=== ENTRIES PROVIDED ===
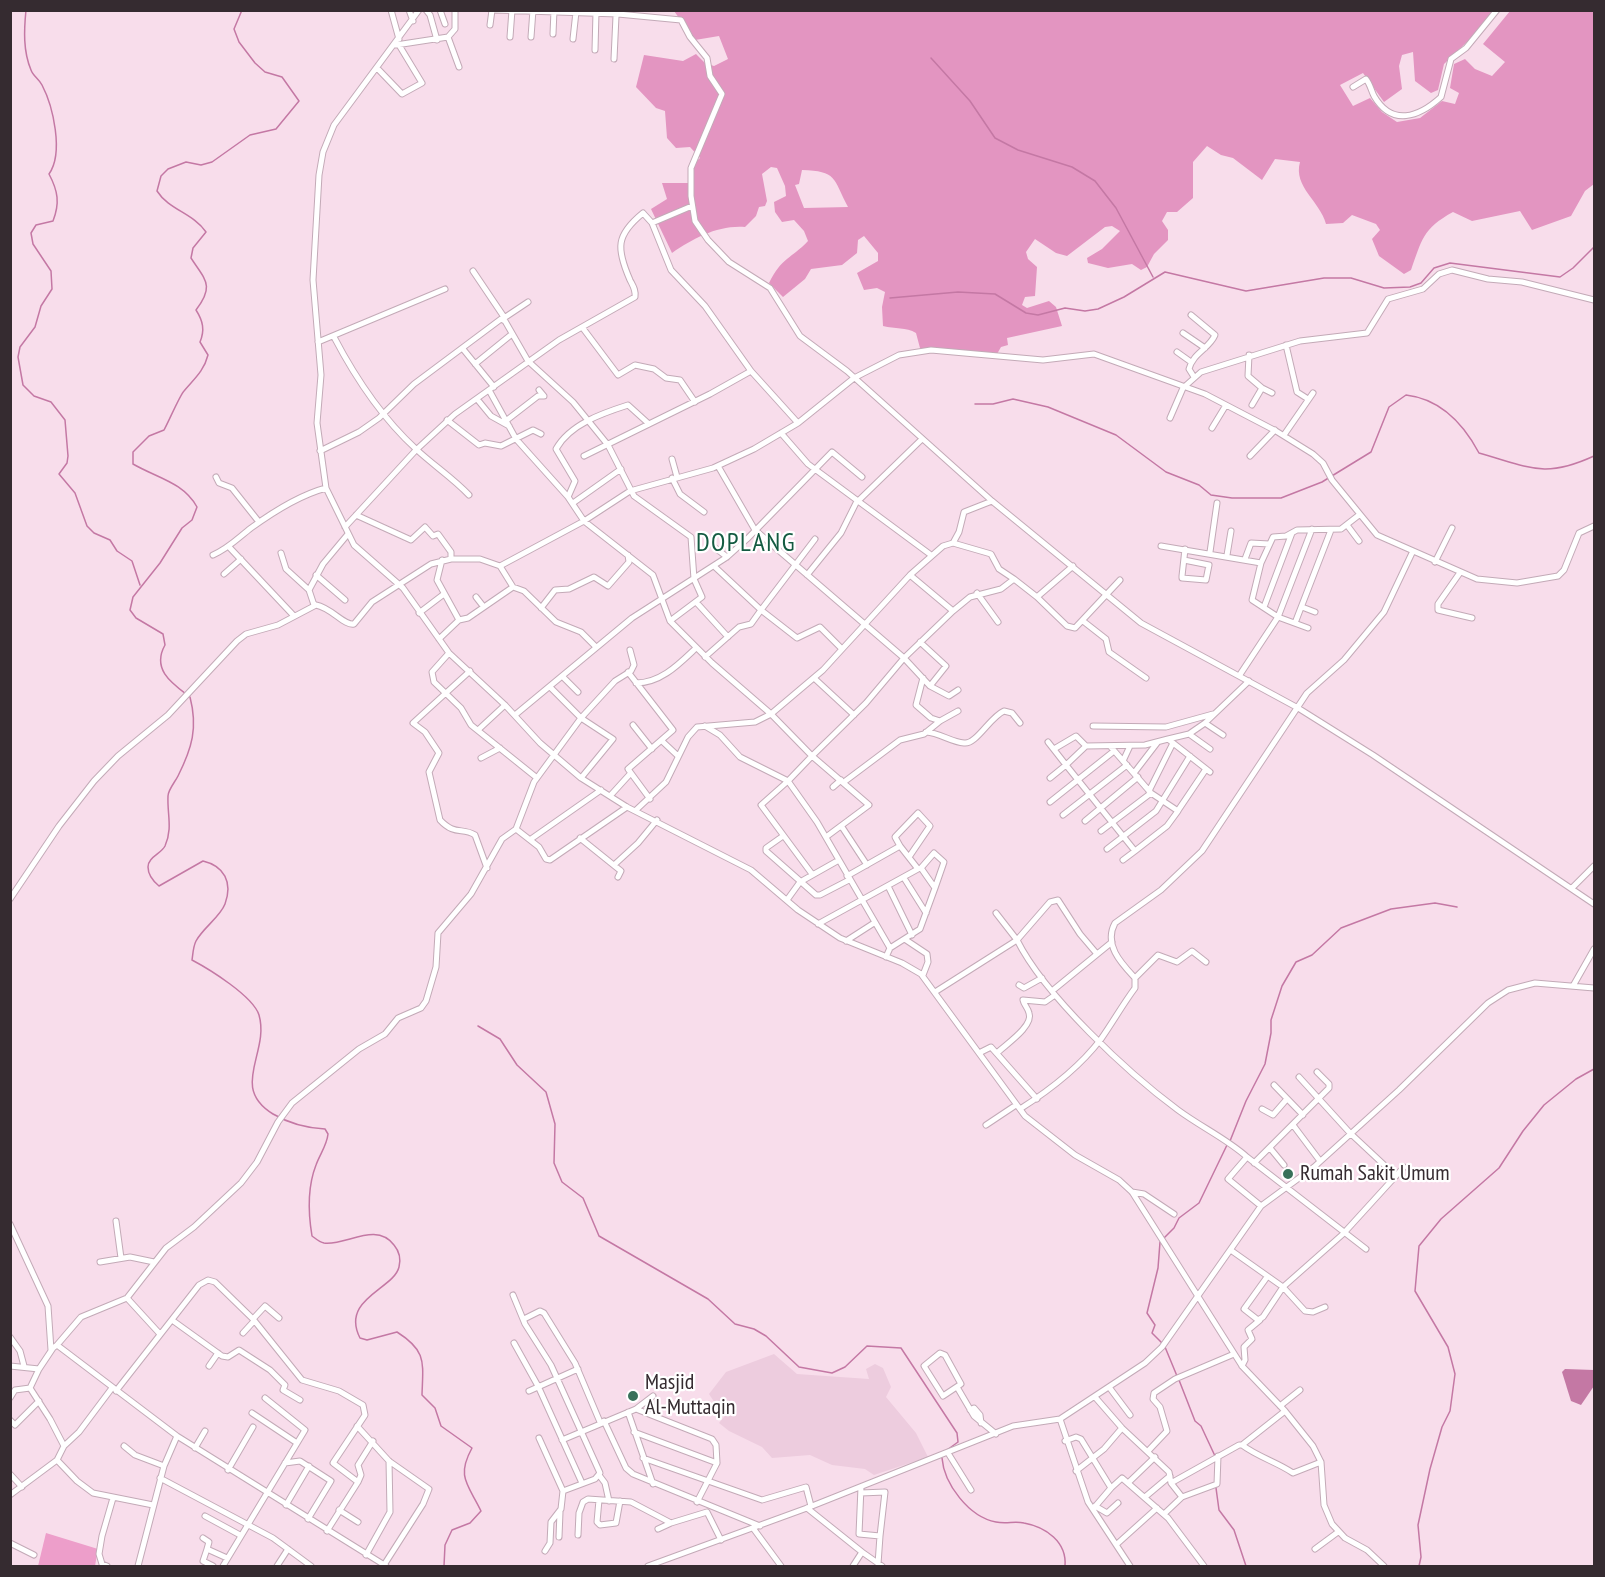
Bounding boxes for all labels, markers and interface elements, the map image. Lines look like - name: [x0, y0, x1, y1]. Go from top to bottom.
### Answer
...
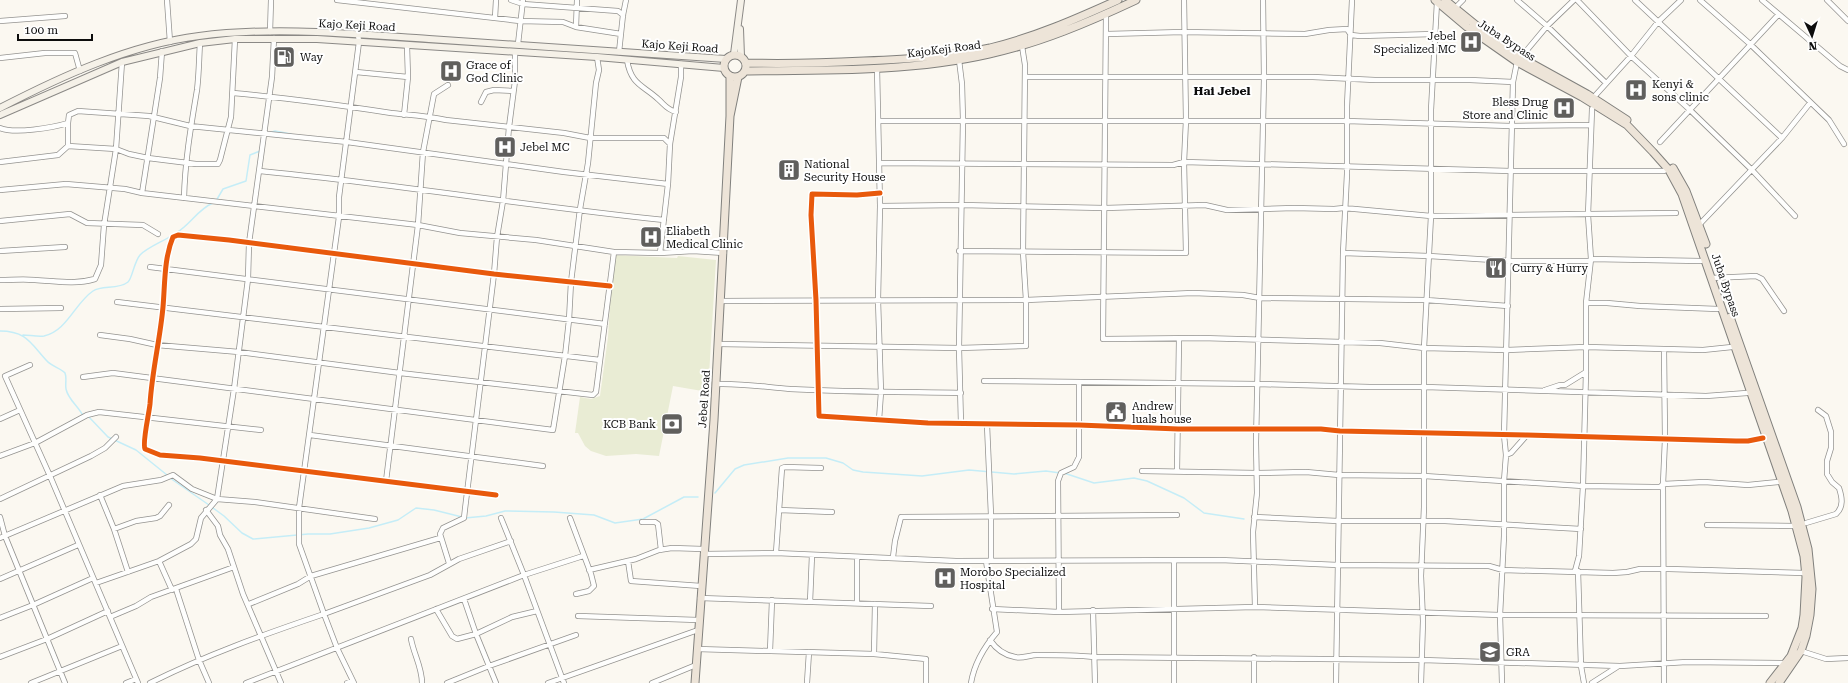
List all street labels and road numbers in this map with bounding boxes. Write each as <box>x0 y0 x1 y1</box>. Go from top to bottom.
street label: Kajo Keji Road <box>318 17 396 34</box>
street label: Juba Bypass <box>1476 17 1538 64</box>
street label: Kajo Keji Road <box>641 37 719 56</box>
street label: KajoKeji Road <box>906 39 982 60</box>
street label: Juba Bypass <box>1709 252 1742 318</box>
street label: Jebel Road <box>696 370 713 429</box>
* * *
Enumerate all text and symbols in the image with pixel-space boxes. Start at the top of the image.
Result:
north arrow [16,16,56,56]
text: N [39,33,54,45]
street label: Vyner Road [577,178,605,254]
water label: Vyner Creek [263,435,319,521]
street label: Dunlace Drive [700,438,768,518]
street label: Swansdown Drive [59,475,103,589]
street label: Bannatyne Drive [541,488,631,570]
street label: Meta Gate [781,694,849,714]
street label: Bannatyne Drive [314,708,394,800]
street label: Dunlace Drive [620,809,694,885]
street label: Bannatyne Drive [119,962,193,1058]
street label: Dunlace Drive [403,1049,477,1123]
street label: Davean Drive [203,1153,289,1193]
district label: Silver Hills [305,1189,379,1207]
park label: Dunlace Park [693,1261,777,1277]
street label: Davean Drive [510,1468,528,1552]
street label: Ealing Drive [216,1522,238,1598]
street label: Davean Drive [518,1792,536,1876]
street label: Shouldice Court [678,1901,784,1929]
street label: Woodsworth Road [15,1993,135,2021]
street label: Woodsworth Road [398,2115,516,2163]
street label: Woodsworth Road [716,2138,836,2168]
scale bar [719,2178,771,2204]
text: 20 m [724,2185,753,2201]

=== ACTIVITY ===
All lines of the records above that carry the word "image" should be listed.

=== RESULT OF THIS EXERCISE ===
Bounding boxes for all labels, markers and interface elements, the map image. Lines look like - name: [x0, y0, x1, y1]. Go from top to bottom.
Enumerate all text and symbols in the image with pixel-space boxes. Start at the top of the image.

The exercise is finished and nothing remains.